No good thing can ever originate from a bad dataset. Artificial intelligence won’t be the miracle tool that transforms water into wine — for you to get the wine, you need to give your team appropriate grapes and somebody needs to develop, collect and set them up. That is fundamentally what a data engineer does.

The Data engineer will be liable for: 

  • Building datasets from data sources
  • Developing and dealing with the infrastructure to move the data
  • Building the pipelines from (at times a few distinct sources) and setting up the data for a data scientist, which for the most part implies a multi-step procedure to construct, test and maintain architectures, for example, databases and enormous scale processing systems
  • Will be “always” responsible for the quality and ease of use of the datasets utilized by your AI

It has no effect on whether every one of those assignments is taken care of by one or a few different individuals. It is perfectly typical to have (a group of) individuals who have in-depth knowledge of your data sources and the connections between IT systems, as well as the ability to ensure that those systems will continue giving the vital data.

And afterward, another group of individuals who realize how to make this all helpful for a data scientist — to assemble the pipelines and handle the technical systems for those purposes.


 3. The Data Scientist


Much the same as with winemaking, it takes far beyond simply great grapes to deliver an astounding wine, and along these lines, this is where the actual magic and mystery occur.

This is what it resembles and how it ought to be regarded by others, mere humans, I mean.  You ought to never permit any amateur close to your data.

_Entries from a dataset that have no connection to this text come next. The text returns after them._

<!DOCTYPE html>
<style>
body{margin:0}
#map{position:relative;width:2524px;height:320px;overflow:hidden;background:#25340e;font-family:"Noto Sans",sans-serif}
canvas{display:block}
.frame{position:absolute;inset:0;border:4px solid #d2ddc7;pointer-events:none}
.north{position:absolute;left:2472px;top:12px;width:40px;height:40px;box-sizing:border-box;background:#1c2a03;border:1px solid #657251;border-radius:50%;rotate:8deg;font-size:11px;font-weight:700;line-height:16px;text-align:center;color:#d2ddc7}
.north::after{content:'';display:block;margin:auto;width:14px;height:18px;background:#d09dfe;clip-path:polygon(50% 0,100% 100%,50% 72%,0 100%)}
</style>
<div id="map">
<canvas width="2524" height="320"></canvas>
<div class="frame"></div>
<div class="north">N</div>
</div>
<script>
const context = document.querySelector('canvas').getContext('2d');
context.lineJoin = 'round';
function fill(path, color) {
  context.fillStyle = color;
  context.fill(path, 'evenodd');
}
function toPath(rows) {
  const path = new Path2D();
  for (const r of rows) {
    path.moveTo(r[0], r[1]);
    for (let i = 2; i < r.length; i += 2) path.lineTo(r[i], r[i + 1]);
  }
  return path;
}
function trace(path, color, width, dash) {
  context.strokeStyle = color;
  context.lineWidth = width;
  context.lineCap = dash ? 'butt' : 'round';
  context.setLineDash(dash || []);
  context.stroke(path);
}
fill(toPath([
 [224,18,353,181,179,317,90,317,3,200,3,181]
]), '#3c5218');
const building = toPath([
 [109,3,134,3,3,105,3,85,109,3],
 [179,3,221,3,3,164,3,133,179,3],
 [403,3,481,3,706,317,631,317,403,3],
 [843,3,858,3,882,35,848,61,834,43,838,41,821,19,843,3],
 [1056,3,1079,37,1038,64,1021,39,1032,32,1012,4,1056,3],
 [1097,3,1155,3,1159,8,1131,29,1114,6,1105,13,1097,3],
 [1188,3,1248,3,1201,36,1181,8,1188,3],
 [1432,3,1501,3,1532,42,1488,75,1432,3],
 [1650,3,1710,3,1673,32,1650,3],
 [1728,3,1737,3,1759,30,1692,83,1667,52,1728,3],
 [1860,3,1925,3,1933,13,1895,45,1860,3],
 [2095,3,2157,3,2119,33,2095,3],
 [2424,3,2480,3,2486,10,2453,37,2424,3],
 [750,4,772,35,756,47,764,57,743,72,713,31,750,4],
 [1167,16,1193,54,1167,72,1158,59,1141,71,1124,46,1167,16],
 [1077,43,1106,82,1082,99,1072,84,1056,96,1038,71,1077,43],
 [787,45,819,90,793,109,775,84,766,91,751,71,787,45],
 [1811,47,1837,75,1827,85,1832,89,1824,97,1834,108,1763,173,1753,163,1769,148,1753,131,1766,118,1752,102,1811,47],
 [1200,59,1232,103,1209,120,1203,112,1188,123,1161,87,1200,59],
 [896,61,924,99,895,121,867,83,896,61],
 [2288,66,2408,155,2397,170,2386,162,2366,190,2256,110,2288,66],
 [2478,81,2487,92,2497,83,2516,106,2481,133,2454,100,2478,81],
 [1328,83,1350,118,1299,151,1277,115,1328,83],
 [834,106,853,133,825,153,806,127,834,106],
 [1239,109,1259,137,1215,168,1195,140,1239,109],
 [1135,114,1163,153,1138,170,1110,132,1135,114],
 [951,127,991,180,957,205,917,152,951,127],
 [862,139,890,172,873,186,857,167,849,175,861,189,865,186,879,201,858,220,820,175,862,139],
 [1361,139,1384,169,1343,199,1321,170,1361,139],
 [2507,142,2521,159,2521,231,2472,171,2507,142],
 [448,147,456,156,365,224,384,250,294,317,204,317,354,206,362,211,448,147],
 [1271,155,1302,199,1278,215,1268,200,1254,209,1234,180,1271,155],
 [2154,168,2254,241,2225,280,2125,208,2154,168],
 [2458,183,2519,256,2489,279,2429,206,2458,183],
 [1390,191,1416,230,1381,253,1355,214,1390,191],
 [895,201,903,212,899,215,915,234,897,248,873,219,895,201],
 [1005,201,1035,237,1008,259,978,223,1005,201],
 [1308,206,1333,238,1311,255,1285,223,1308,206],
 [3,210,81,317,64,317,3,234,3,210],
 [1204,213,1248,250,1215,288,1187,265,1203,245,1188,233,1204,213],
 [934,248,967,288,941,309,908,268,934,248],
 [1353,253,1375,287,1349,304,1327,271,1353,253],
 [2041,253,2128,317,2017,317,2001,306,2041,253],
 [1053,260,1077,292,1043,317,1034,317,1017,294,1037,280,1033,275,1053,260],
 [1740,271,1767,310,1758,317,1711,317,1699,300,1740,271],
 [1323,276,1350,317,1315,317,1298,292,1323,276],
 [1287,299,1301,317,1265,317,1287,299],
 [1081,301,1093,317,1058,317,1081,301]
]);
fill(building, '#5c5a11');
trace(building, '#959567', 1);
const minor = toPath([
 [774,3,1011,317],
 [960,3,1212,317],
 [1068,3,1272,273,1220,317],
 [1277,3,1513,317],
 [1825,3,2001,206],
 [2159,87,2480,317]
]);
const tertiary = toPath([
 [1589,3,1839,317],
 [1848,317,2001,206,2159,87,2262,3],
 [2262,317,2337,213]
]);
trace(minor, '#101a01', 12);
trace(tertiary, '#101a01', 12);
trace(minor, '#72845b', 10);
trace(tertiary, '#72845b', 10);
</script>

Especially those who may “have recently googled data science, read 5 blog posts and now are super-excited to give it a shot”.

The Data scientist will:

  • Purify the data so it could be utilized for building a model
  • Find the trends and patterns that are covered up in the data and are really significant for taking care of this specific business issue (not simply odd coincidences)
  • Build and train the machine learning models that will be the heart and brains of your AI
  • Evaluate the outcomes and connection with the business KPIs
  • Visualize and communicate the outcomes for the parties involved

This will be a blend of mathematics, statistics, programming and even a little dash of biochemistry — so in short — not for the layman. Much the same as owning a calculator doesn’t make you an accountant, you can’t simply wake up one day and conclude that you are a data scientist.


4. The Machine Learning Product Manager

We could also consider him or her a translator, yet that has a temporary whiff to it and this position is unquestionably anything other than temporary.

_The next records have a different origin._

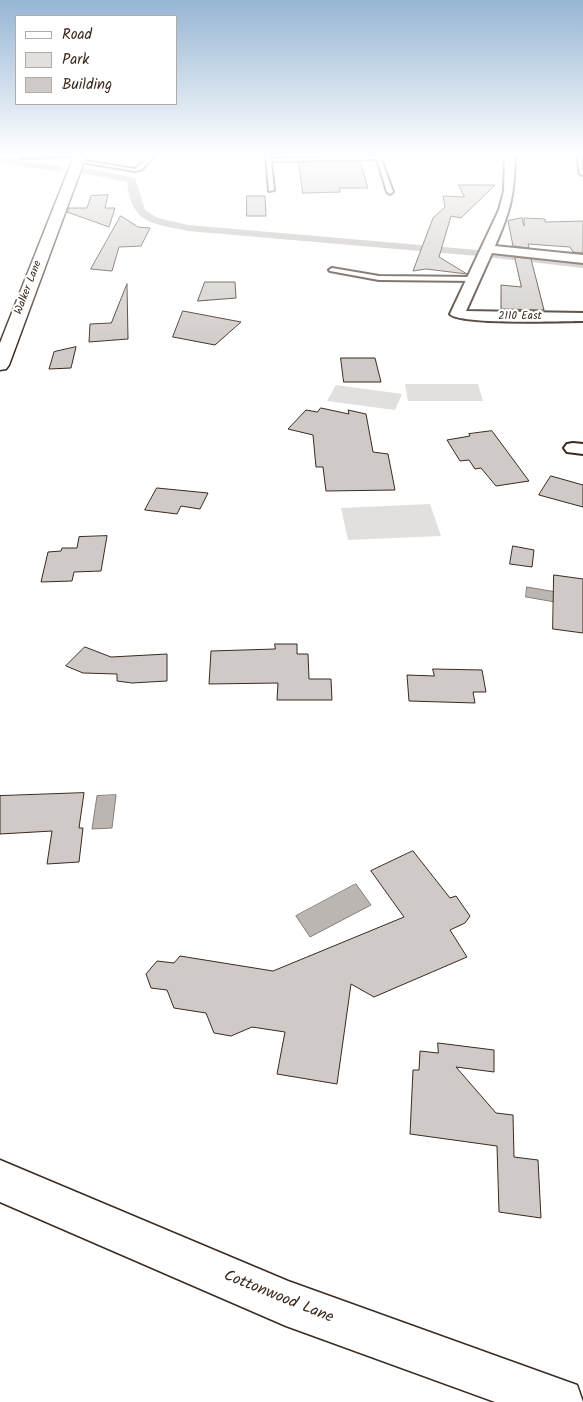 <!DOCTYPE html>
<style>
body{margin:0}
#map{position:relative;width:583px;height:1402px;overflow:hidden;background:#fff;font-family:Kalam,sans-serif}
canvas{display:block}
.legend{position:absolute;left:15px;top:15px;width:162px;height:90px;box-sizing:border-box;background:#fff;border:1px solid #b1aaa5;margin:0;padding:6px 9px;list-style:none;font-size:15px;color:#3b2a1e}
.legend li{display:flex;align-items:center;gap:10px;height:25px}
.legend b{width:25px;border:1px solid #b1aaa5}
</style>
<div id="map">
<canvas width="583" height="1402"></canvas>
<ul class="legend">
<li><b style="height:6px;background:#fff"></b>Road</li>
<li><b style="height:14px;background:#e2e0de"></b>Park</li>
<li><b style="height:14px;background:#cfcac7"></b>Building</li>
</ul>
</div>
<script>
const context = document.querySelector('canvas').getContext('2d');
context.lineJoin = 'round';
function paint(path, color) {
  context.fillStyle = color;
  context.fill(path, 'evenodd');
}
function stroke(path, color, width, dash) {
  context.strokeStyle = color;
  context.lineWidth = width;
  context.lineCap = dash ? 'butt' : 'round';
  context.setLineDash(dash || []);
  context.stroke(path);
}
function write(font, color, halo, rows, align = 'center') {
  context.font = font + ' Kalam,sans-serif';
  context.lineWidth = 4.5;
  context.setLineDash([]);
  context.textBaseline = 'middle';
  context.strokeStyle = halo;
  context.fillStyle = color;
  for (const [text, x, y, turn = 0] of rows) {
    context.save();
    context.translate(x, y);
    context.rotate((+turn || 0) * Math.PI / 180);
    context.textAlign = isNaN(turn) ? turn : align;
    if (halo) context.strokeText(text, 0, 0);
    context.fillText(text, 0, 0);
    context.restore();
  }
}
paint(new Path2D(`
 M 405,384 L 478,384 L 483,401 L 408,401 Z
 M 336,385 L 402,394 L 395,410 L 327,401 Z
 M 430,504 L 441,536 L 348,540 L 341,508 Z`), '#e2e0de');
const water = new Path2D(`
 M 527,587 L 562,593 L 561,603 L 526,597 Z
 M 116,795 L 112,828 L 92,829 L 97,796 Z
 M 356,884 L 371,905 L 310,937 L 296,916 Z`);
paint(water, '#bcb6b3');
stroke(water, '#887e77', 1);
paint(new Path2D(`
 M 0,156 L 60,166 L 65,169 L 60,172 L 13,165 L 0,160 Z
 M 84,168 L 135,178 L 145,210 L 158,218 L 188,225 L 478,250 L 484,253 L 478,256 L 188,231 C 152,223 132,225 127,182 L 81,173 L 81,169 Z
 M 490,252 L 583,262 L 583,268 L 486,257 L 484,255 Z`), '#bcb6b3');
const building = new Path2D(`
 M 299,162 L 360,162 L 368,188 L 339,188 L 340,192 L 303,193 Z
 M 459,185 L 495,185 L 461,218 L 451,216 L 439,257 L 467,274 L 426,269 L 413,271 L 433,218 L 445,207 L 443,196 L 464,197 Z
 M 108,195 L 105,208 L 115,208 L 109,227 L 67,212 L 69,208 L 87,208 L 91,196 Z
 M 247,196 L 265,196 L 266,216 L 247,216 Z
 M 121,216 L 138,227 L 150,228 L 141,246 L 119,247 L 112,271 L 91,269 Z
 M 522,218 L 524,226 L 524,218 L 545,219 L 545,222 L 583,221 L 583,253 L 573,252 L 570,247 L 528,244 L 529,248 L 513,246 L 508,221 Z
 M 515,257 L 531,259 L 544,310 L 501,309 L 501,285 L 521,287 Z
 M 205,282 L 235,282 L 236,298 L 198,301 Z
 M 127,284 L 128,339 L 89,342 L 90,324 L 111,323 Z
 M 183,311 L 241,322 L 215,345 L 173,337 Z
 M 76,347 L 71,368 L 49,369 L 54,352 Z
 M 341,358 L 375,358 L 381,382 L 344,382 Z
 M 321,408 L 349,414 L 348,410 L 366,414 L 373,452 L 388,454 L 395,490 L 326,491 L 323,467 L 316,467 L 313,435 L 288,429 L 306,410 L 317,412 Z
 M 492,431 L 529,481 L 496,486 L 481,468 L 475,469 L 469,460 L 460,461 L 447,440 L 470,436 L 469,434 Z
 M 551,476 L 583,485 L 583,507 L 539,495 Z
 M 157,488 L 208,493 L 200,509 L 181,506 L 177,514 L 145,510 Z
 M 107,536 L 101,571 L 74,572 L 72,581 L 41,582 L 48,552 L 61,551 L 62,548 L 77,548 L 79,537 Z
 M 513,546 L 534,550 L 532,567 L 510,564 Z
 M 554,575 L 583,579 L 583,633 L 553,629 Z
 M 275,644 L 297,644 L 297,654 L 308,654 L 309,679 L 331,679 L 332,700 L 277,700 L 278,683 L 209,684 L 211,651 L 275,649 Z
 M 85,647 L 111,657 L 167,654 L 167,681 L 132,683 L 117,681 L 117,674 L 83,673 L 66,666 Z
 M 433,669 L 482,670 L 486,692 L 473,692 L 475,703 L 409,701 L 407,675 L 434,676 Z
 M 84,793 L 79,828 L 83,828 L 79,862 L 47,864 L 52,831 L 0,834 L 0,796 Z
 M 413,851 L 450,898 L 456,896 L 470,916 L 465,923 L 450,930 L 467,957 L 374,997 L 351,984 L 337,1084 L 277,1074 L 285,1032 L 252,1027 L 231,1036 L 214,1033 L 206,1013 L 174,1008 L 167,990 L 151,988 L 146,974 L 157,961 L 174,963 L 180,956 L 273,971 L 404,917 L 371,871 Z
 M 438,1043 L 494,1050 L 494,1072 L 456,1067 L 496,1113 L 513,1115 L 514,1157 L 538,1160 L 541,1218 L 499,1212 L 497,1146 L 410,1134 L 413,1070 L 419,1070 L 420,1051 L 438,1053 Z`);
paint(building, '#cfcac7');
stroke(building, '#3b2a1e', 1);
const lane = new Path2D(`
 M 24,156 L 82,156 L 22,158 Z
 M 151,156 L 155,156 L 141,170 L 135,171 L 76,161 L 78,160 L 135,169 Z
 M 266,156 L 270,156 L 270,159 L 380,156 L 393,192 L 390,194 L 387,192 L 377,159 L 271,161 L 274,190 L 269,191 Z
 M 577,156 L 581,156 L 583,175 L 580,174 Z
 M 332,268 L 379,276 L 475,277 L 478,279 L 475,281 L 379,280 L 330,271 L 329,270 Z`);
const street = new Path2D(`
 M 505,156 L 515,156 C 514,196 511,209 495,246 L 583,255 L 583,263 L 492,253 L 466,311 L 583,313 L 583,321 C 564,321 459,325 450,314 L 499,210 L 504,191 Z
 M 573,443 L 583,444 L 583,454 L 567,452 L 564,448 L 567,444 Z`);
const secondary = new Path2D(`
 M 74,156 L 86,156 L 9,365 L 6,369 L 0,370 L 0,343 Z
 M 0,1160 L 288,1281 L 577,1385 L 583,1402 L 495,1402 L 286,1326 L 0,1202 Z`);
stroke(lane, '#3b2a1e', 4);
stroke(street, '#3b2a1e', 4);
stroke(secondary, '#3b2a1e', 3);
paint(lane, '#fff');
paint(street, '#fff');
paint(secondary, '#fff');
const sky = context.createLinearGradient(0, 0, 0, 352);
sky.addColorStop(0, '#96b5d3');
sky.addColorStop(0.44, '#fff');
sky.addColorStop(1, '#ffffff00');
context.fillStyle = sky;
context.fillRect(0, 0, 583, 352);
write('11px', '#3b2a1e', '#fff', [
 ["Walker Lane",29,288,-69],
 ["2110 East",520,317]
]);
write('16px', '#3b2a1e', '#fff', [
 ["Cottonwood Lane",278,1298,22]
]);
</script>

This job will be the one to:

 Understand and clarify how the business units work and how business value is made

  • Knows what is “conventional IT” and knows about the normal programming languages yet additionally comprehends what is AI and how it separates from regular IT
  • Has great relationship building abilities and realizes how to convey to the two sides (and clarify/interpret between them)
  • Owns the tool stash of driving individuals without legal authority
  • Keeps the group productive, within lines and unmistakably discloses the expectations to every member

When every one of those boxes is ticked — you are good to go and all set!

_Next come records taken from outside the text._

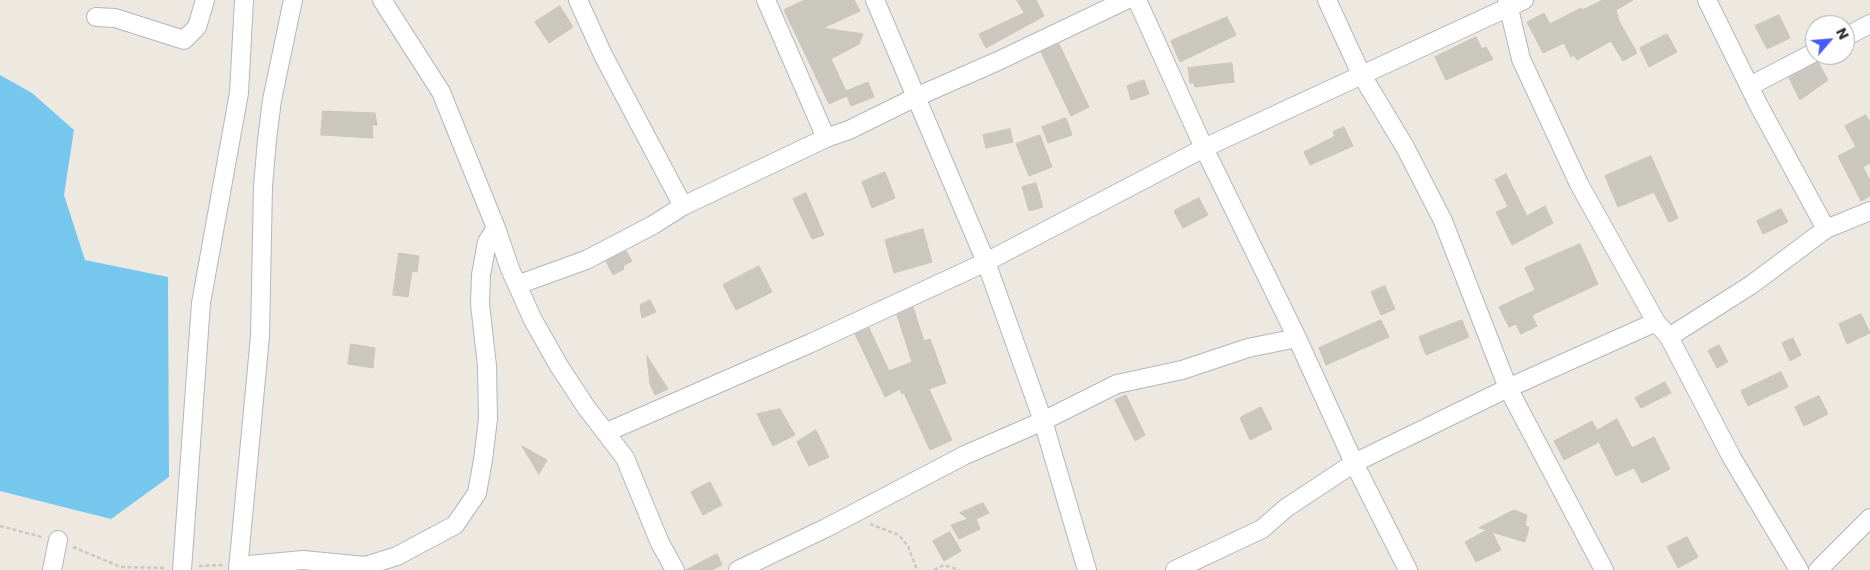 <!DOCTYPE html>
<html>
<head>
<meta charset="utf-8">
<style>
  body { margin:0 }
  #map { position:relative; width:1870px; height:570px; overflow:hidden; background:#eee9e0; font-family:Poppins,sans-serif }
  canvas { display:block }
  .north { position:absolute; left:1805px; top:15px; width:50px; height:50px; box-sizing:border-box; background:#fff; border:1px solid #ababab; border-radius:50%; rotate:63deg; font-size:14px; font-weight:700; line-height:20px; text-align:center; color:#2d2d2d }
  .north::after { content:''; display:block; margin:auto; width:18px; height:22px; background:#445bf8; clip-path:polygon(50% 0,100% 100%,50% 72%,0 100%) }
</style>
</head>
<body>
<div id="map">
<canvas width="1870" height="570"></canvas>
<div class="north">N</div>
</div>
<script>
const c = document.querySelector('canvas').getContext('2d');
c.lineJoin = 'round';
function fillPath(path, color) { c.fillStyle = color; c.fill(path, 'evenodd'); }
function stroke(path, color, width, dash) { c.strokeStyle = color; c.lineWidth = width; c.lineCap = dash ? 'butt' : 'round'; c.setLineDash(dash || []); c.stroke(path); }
const water = new Path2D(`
  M0,75l32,18 42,37 -10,65 21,65 83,17 1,200 -58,42 -111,-28z`);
const building = new Path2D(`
  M805,0h49l6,11 -37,17 40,6 -4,10 -28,15 15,32 22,-9 6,15 -23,9 -4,-10 -18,8 -45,-94z
  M1017,0h19l8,16 -58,32 -7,-14 45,-21z
  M1603,0h30l-17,10 3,11 18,32 -14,8 -12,-20 -34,19 -3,-5 -3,2 -7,-14 -21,10 -16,-31 17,-9 6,11 31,-16 1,2z
  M560,6l13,21 -24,16 -14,-21z
  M1779,15l11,23 -23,11 -12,-23z
  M1227,17l9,18 -56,27 -9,-21z
  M1667,34l10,18 -28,15 -9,-19z
  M1476,37l6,12 4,-2 7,12 -47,21 -11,-23z
  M1059,44l30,63 -18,9 -30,-64z
  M1818,62l10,18 -28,20 -11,-22z
  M1232,63l2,19 -39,5 -1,-4h-4l-2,-15z
  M1144,80l5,14 -18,6 -4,-14z
  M323,111l52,2 2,12h-5l1,13 -52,-3z
  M1866,115l4,8v40l-7,4 7,14v15l-9,5 -23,-45 18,-9 -11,-21z
  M1066,118l6,17 -24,8 -6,-16z
  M1344,127l9,19 -43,19 -6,-13 31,-16 -2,-4z
  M1010,129l3,13 -27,6 -3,-13z
  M1040,135l12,32 -23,9 -13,-32z
  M1651,156l27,62 -9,4 -15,-30 -36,15 -13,-31z
  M885,172l10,26 -23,10 -10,-26z
  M1506,174l21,42 18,-10 8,17 -41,22 -16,-33 12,-5 -13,-27z
  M1036,183l7,24 -14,4 -7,-24z
  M806,193l18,42 -12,4 -19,-40z
  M1199,198l9,17 -25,13 -9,-17z
  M1781,209l7,13 -25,12 -6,-13z
  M923,229l9,33 -38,11 -9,-33z
  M1580,244l18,40 -64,30 -2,2 5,10 -16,8 -5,-10 -7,3 -10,-20 36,-17 -10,-22z
  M626,251l6,10 -9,5 1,3 -11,6 -7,-14z
  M399,253l20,3 -2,16 -5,-1 -4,26 -15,-2z
  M759,266l13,26 -36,18 -13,-25z
  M1385,286l10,23 -14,6 -10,-23z
  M650,300l6,12 -14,6 -2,-13z
  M913,307l11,34 6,-2 16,44 -17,6 23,51 -22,10 -26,-57 -2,1 -2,-5 -15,8 -30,-63 14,-6 20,43 23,-9 -15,-47z
  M1861,314l9,19 -23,11 -8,-20z
  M1381,320l8,17 -63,28 -7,-17z
  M1462,320l7,17 -43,18 -7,-18z
  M1793,338l8,17 -11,6 -8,-18z
  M351,344l24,4 -2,20 -25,-4z
  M1719,345l9,17 -11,6 -9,-17z
  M647,356l21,33 -13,6 -5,-11z
  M1781,372l7,15 -40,19 -7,-15z
  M1665,382l6,11 -30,15 -6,-10z
  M1126,395l19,40 -10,6 -20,-41z
  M1819,396l9,18 -24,12 -9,-19z
  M1261,407l11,22 -22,11 -10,-22z
  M780,409l15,26 -22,11 -16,-32z
  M1617,419l15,29 22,-11 16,32 -28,14 -8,-15 -18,8 -17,-34 -35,18 -10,-19 38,-20 5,9z
  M816,430l13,27 -20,9 -12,-24z
  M522,446l25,14 -8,14z
  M710,482l12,23 -19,10 -12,-23z
  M983,503l6,10 -13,6 4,10 -21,10 -8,-14 17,-6 -8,-6z
  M1514,510l13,5 -2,11 4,1 -4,15 -33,-10 9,18 -25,12 -11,-20 22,-12 -8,-2z
  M950,532l11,19 -17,10 -11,-20z
  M1687,537l11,20 -20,11 -11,-21z
  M717,554l5,11 -11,5h-25z`);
const path = new Path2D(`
  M870,524l29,11 9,11 9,24
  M0,526l42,11
  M73,547l48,20 45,1
  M199,566l25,-1
  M934,570l10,-5 15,5`);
const minor = new Path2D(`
  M382,0l59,92 55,136 14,41 23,51 26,46 27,41 39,51 35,85 15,27
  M578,0l25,55 80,151
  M766,0l60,138 23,-8 67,-33 82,-36 128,-61
  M875,0l111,262 57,159 44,149
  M1137,0l67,148 93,190 57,125 54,107
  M1327,0l34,74 44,73 38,74 65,167 96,182
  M1507,0l14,59 58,125 77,138 13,15 63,121 67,112
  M1707,0l52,106 67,123
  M96,17l19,1 69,22 13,-13 8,-27
  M1845,37l25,-13
  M1750,86l65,-34
  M517,285l69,-25 67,-35 30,-19 143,-68
  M1669,337l82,-52 75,-56 44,-18
  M607,432l204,-89 175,-81 218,-114 320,-148
  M238,566l65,-6 62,6 32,-10 58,-31 22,-32 6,-33 5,-41 -1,-53 -7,-62 1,-29 6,-33 9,-14
  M52,570l6,-30
  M182,570l19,-267 38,-210 5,-93
  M238,570l22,-234 3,-150 4,-46 5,-40 21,-100
  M738,570l88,-42 139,-73 78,-34 74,-37 65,-14 66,-22 49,-10
  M1175,570l87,-41 24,-21 68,-45 154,-75 148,-66
  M1818,570l52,-52`);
fillPath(water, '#76c7ee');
fillPath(building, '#cac7be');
stroke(building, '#cac5b9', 1);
stroke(minor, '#b3b5c0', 20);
stroke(path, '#c8c8c8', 2.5, [4, 2.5]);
stroke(minor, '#fff', 18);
</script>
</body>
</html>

The key ingredients are as of nowhere today for you to construct your first (or next) AI solution. All you need is a decent group to bring the outcomes home. Without a doubt, science will continue advancing, but there is no good reason to stop and pause while that occurs.

On the off chance that you wish to consider your company to be as prosperous as it is today in 5 years’ time, or t 5 times more successful by then — then today is the day to begin.

Characterize the business problem, discover the players for every one of the 4 roles referenced above and start testing! Simply remember that the last role is the way to everything. Else you’ll wind up with a fork, a destroyed wine bottle and cork crumbles everywhere.